Kaum war die hohe Politik mit ihrer Debatte um die Fluggastdatenspeicherung in Europa verschwunden, der Stangenwald der Kameras abgebaut und die Busladungen von adretten PolizeischülerInnen abgefahren, hatten Alltagsthemen den europäischen Polizeikongress in Griff. Draußen blitzten lustig die Blaulichter der Busse, die den Kongress vor den weit entfernten Demonstranten schützten und damit für ein "bisschen Heiligendamm-Feeling" sorgten, wie ein Teilnehmer witzelte. Drinnen, im bcc, ging es in den Cyberkrieg. "Wir können nicht jedes Fetzelchen des Internets kontrollieren. Aber wir müssen verhindern, dass Terroristen ungehinderten Zugang zum Cyberspace haben," rief Katharina von Knop, an der Hochschule der Bundeswehr lehrende Terrorismus-Expertin die versammelten Polizisten zum Handeln auf.

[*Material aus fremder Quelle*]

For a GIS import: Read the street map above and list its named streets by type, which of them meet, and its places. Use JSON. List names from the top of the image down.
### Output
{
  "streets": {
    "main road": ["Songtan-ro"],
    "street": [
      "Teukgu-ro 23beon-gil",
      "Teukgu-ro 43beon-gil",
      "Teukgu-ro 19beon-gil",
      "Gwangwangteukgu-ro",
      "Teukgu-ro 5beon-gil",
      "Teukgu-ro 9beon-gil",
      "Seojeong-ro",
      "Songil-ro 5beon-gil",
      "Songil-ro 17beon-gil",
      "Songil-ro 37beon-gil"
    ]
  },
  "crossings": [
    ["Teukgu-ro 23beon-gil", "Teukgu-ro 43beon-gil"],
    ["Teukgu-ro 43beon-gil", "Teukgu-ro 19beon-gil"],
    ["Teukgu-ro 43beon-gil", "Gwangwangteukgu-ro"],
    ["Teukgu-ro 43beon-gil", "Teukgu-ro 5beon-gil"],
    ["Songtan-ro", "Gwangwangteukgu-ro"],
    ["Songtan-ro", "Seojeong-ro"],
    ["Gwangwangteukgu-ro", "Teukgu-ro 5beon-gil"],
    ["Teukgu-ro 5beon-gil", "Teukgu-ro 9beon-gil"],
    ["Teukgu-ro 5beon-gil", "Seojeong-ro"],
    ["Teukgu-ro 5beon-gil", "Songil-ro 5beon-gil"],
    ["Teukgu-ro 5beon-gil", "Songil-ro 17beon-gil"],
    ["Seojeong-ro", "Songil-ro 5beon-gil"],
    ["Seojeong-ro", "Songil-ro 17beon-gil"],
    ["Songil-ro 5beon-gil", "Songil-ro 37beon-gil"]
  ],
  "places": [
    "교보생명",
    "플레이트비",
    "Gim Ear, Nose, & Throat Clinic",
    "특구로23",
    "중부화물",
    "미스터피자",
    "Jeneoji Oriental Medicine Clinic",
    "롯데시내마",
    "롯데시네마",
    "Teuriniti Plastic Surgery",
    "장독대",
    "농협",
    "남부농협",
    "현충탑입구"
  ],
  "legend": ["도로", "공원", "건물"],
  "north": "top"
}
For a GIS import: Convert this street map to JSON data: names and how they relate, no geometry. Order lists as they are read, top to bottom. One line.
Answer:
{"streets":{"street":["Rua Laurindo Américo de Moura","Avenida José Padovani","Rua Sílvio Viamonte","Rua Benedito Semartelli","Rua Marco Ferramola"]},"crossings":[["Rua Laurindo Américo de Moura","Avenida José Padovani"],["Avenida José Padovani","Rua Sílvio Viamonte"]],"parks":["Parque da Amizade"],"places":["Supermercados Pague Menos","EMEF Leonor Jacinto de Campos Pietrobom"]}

Doch wer soll das verhindern, wenn keine ausgebildeten Kräfte da sind, die sich im Cyberspace bewegen können? Mit Ausnahme der jungen Polizeitruppe im Bundeskriminalamt gibt es in der Polizei viel zu wenig Einsatzkräfte, die das Internet verstehen. "Der Tatort Internet ist die Herausforderung schlechthin. Wir dürfen da nicht immer hinterherhecheln. Mit der Entgrenzung des Verbrechens brauchen wir echte Internetfahnder", umriss Klaus Jansen vom Bund der deutscher Kriminalbeamter die Situation. "Da kommt ein Bürger auf die Polizeiwache in Gürtersloh und beschwert sich, dass er auf eBay hereingelegt wurde. Der Beamte nimmt die Anzeige auf und muss plötzlich weltweit ermitteln. Das haut einfach nicht hin." Nach Ansicht von Jansen braucht die deutsche Polizei akut 4000 Internetfahnder, die als gut ausgebildete Informatiker von den Universitäten kommen müssen. "Wir konkurrieren um Top-Leute auf Augenhöhe mit IBM und SAP", meinte Jansen und bedauerte, dass sich so wenige IT-Spezialisten für eine Polizeilaufbahn interessierten.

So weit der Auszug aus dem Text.